The University of Southern Mississippi has installed a high performance computing system to help with research and training in computational and data-enabled science and engineering.

Dubbed Magnolia, the campus-wide cluster was built by Advanced Clustering Technologies and funded in part by a $622,986 Major Research Instrumentation grant from the National Science Foundation.

Magnolia
– Advanced Clustering Technologies

Sweet Magnolia

Magnolia consists of 1,896 cores for all compute nodes and an additional 7,168 CUDA cores for the graphics processing units.
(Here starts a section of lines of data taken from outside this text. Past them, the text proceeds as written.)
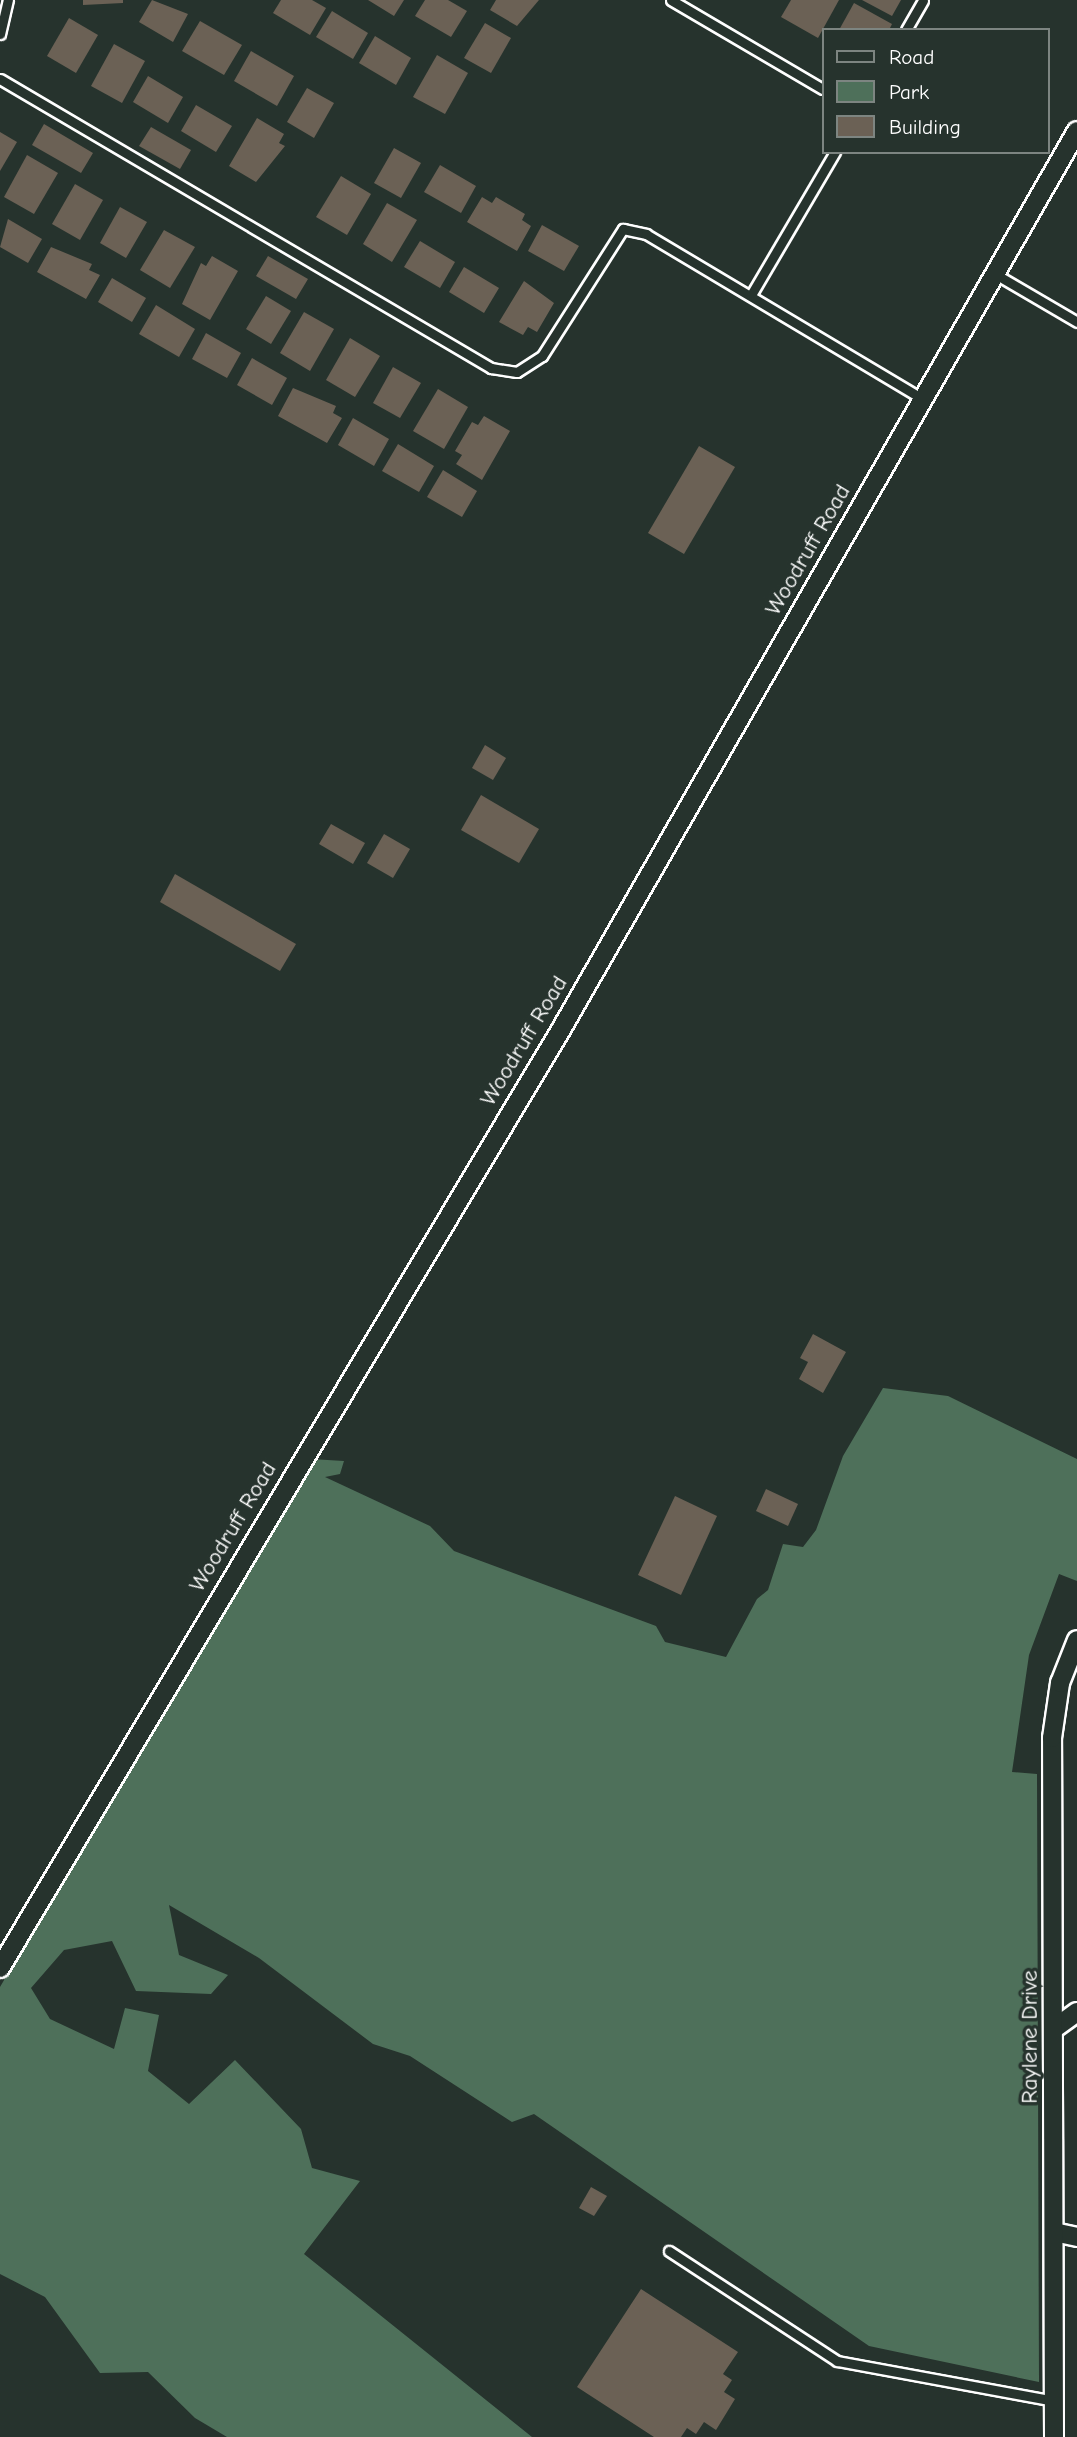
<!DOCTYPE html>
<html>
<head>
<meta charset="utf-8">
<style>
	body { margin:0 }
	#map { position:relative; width:1077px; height:2437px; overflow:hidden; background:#26332d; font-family:"Comic Neue",sans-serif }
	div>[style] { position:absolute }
	.green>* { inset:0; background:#4e705a }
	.building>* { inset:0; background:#6b6155 }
	.roads { filter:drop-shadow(2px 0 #fff) drop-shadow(-2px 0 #fff) drop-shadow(0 2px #fff) drop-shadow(0 -2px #fff) }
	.lane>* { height:9px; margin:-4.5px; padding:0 4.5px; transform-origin:4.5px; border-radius:4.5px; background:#26332d }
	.street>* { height:18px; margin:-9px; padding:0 9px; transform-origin:9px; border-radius:9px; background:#26332d }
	span { translate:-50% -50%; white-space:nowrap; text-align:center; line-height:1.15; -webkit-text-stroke:7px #26332d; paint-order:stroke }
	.street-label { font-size:23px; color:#fff }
	.legend { position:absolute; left:822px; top:28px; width:228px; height:126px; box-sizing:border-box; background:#26332d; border:2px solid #7d8581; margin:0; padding:9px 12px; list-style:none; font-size:21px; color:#fff }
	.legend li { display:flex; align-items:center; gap:14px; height:35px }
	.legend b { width:35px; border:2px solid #7d8581 }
</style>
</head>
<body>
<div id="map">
	<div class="green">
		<div style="clip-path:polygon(883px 1388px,948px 1396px,1077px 1459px,1077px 1581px,1059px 1574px,1029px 1655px,1012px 1772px,1037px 1774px,1039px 2382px,869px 2346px,534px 2114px,512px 2122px,410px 2056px,373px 2044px,259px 1958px,169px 1905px,179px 1955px,228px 1975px,211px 1994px,136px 1991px,112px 1941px,64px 1950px,31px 1988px,50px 2019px,114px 2049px,125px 2008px,159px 2015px,148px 2071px,189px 2104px,235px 2060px,301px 2129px,312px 2168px,360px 2181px,304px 2254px,532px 2437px,227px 2437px,195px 2418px,148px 2372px,100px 2373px,45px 2297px,0 2274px,0 1987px,311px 1459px,344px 1461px,340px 1474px,325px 1477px,430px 1526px,454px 1551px,656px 1626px,665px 1642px,726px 1657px,757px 1599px,768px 1590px,783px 1544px,803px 1547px,816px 1530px,843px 1456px)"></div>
	</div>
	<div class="building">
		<div style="clip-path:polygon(83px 0,123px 0,123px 3px,83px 5px)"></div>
		<div style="clip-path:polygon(152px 0,188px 14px,173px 42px,139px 22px)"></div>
		<div style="clip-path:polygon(281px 0,312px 0,326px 8px,310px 35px,273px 13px)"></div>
		<div style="clip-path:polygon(368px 0,404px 0,394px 16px)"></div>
		<div style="clip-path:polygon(425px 0,448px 0,467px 11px,451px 37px,415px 16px)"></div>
		<div style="clip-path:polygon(496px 0,539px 0,517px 26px,490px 10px)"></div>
		<div style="clip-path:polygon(791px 0,839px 0,818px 38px,781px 17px)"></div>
		<div style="clip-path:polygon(862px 0,901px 0,892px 16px)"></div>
		<div style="clip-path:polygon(854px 3px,892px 24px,889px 30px,839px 30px)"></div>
		<div style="clip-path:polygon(332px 11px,368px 33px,353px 59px,316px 37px)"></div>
		<div style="clip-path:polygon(69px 18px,98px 35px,76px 73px,47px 56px)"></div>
		<div style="clip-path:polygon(200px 21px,242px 45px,224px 75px,182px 51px)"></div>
		<div style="clip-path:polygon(485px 23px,511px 38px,491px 73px,464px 58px)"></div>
		<div style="clip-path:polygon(375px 36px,411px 58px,396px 85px,359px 63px)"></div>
		<div style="clip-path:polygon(114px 44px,145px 61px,122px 103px,91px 86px)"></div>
		<div style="clip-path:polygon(251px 51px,294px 76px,277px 106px,234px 81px)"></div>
		<div style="clip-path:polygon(437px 55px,468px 73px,445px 114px,413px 97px)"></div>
		<div style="clip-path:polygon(148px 76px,183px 97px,168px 123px,133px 102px)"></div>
		<div style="clip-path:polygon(307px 88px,334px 103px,314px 138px,287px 122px)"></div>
		<div style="clip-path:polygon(196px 105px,232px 126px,216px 152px,181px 131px)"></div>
		<div style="clip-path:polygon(257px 118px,284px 134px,279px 143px,285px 146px,256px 182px,229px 166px)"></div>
		<div style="clip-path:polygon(44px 124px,93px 153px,81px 173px,32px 145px)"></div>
		<div style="clip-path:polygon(151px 127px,191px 150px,180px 169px,139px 146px)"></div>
		<div style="clip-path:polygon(0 132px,17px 142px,0 171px)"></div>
		<div style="clip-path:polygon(394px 148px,421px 163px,401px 198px,374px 183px)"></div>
		<div style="clip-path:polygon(27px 155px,58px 173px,34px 214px,4px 197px)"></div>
		<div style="clip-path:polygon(440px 165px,476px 186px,461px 213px,424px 192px)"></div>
		<div style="clip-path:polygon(341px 176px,371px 194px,347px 235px,316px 217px)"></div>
		<div style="clip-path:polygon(75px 184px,103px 200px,80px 240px,52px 224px)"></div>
		<div style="clip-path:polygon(482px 197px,492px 203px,496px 197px,525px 214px,522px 220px,531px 226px,517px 251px,467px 222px)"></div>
		<div style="clip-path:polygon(387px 203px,417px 220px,392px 262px,363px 244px)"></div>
		<div style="clip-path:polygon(120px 207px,147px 222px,126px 258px,100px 243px)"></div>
		<div style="clip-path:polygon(8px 219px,42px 239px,28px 263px,0 247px)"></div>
		<div style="clip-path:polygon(542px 225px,579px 246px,564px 271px,528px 251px)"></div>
		<div style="clip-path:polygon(164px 230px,195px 247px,170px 288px,140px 270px)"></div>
		<div style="clip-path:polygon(420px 241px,455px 262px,440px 288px,404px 267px)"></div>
		<div style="clip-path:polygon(51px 247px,92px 264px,89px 270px,100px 275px,86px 299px,37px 272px)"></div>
		<div style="clip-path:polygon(212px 256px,238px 271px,210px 320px,182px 304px,201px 263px,206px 266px)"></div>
		<div style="clip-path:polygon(268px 256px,308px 279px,296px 299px,256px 276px)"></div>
		<div style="clip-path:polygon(464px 267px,499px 288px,484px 313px,449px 292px)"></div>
		<div style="clip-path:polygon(112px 278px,146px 298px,132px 322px,98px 302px)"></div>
		<div style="clip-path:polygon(524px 281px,554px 303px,537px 332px,528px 327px,523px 335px,499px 322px)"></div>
		<div style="clip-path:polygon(266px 296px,291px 311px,271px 344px,246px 329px)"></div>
		<div style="clip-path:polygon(156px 305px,195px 329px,179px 357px,139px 334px)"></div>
		<div style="clip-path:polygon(304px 312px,334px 329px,310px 371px,280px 353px)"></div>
		<div style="clip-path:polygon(206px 333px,241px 353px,227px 378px,192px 359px)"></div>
		<div style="clip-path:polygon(350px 338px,380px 356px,355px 397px,326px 380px)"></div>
		<div style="clip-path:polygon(252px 358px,287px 378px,272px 405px,237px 385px)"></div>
		<div style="clip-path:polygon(393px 367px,421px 383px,400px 418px,373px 403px)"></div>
		<div style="clip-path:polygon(293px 388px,336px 406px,333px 413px,342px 418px,327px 443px,278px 416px)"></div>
		<div style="clip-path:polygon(438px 389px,468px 407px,444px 449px,413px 431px)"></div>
		<div style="clip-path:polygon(484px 416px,510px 431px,482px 480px,456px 464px,462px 455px,455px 451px,472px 422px,478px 425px)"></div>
		<div style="clip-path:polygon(353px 418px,389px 439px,374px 466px,338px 445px)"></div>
		<div style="clip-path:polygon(398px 444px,434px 466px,419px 492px,382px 471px)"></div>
		<div style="clip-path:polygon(699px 446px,735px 467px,684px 554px,648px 533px)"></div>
		<div style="clip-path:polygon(443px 470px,477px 491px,462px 517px,427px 497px)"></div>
		<div style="clip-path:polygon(485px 745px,506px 758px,493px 780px,472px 768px)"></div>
		<div style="clip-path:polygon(481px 795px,539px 829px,519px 863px,461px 830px)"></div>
		<div style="clip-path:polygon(331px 824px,365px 843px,353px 864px,319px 844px)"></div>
		<div style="clip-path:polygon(384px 834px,410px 849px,393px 878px,367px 863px)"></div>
		<div style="clip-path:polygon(175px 874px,296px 944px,280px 971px,160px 902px)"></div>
		<div style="clip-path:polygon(813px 1334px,846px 1352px,823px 1393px,799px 1379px,808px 1362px,800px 1358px)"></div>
		<div style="clip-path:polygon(766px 1489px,798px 1504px,788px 1526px,756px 1511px)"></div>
		<div style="clip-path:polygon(675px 1496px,717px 1516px,681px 1595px,638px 1575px)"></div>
		<div style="clip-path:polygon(591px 2187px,607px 2196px,594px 2216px,579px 2208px)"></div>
		<div style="clip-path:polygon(641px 2289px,738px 2352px,723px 2374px,732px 2380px,724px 2392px,735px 2399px,716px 2430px,704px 2422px,696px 2434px,687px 2428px,681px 2437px,654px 2437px,577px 2387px)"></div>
	</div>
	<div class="roads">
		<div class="lane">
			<div style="left:671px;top:0;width:176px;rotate:30.4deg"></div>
			<div style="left:906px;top:30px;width:34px;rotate:-60deg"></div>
			<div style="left:0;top:34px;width:35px;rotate:-77deg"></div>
			<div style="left:0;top:79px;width:570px;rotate:30.48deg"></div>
			<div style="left:491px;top:368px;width:26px;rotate:9deg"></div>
			<div style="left:517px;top:372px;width:30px;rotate:-33deg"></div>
			<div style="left:542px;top:356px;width:151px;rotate:-57.5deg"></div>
			<div style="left:623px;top:229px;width:24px;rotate:12deg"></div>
			<div style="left:646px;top:234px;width:322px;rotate:30.8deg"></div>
			<div style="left:995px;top:274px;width:95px;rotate:30.3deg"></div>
			<div style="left:751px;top:295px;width:166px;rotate:-59.6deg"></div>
			<div style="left:669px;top:2251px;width:201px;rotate:33.2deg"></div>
			<div style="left:837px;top:2361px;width:221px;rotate:10.4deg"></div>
		</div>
		<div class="street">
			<div style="left:0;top:1968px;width:1097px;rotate:-59.13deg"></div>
			<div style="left:563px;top:1026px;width:1032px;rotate:-60.13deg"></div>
			<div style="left:1055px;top:2028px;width:27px;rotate:-36deg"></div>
			<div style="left:1054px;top:2232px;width:24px;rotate:12deg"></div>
			<div style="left:1054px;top:2437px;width:699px;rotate:-90.16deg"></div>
			<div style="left:1052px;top:1738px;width:56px;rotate:-81.7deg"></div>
			<div style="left:1060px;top:1683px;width:46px;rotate:-68.4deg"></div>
		</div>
	</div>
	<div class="street-label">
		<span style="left:808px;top:550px;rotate:-60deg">Woodruff Road</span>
		<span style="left:524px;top:1041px;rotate:-59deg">Woodruff Road</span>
		<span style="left:233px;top:1527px;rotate:-59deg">Woodruff Road</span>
		<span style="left:1030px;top:2037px;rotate:-90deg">Raylene Drive</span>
	</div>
	<ul class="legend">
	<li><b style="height:9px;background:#26332d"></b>Road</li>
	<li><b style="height:19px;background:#4e705a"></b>Park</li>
	<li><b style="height:19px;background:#6b6155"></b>Building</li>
	</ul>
</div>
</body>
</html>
The machine will be available to students, staff, and faculty at the university, as well as regional community colleges and high schools. It is expected to help advance research in materials science, biological sciences, coastal and marine sciences, and the field of data mining, bioinformatics and geoinformatics.

Specific areas of interest mentioned by Advanced Clustering Technologies include research into climate change, coastal hazard mitigation and resilience building efforts, advanced manufacturing, natural resource management, the materials genome initiative and big data science.

Gopinath Subramanian, assistant professor of polymer science and engineering, was the principal investigator for the Magnolia project, assisted by co-principal investigators Jeremy Wiggert, Jacob Schaefer, Chaoyang (Joe) Zhang and Jeffrey Wiggins.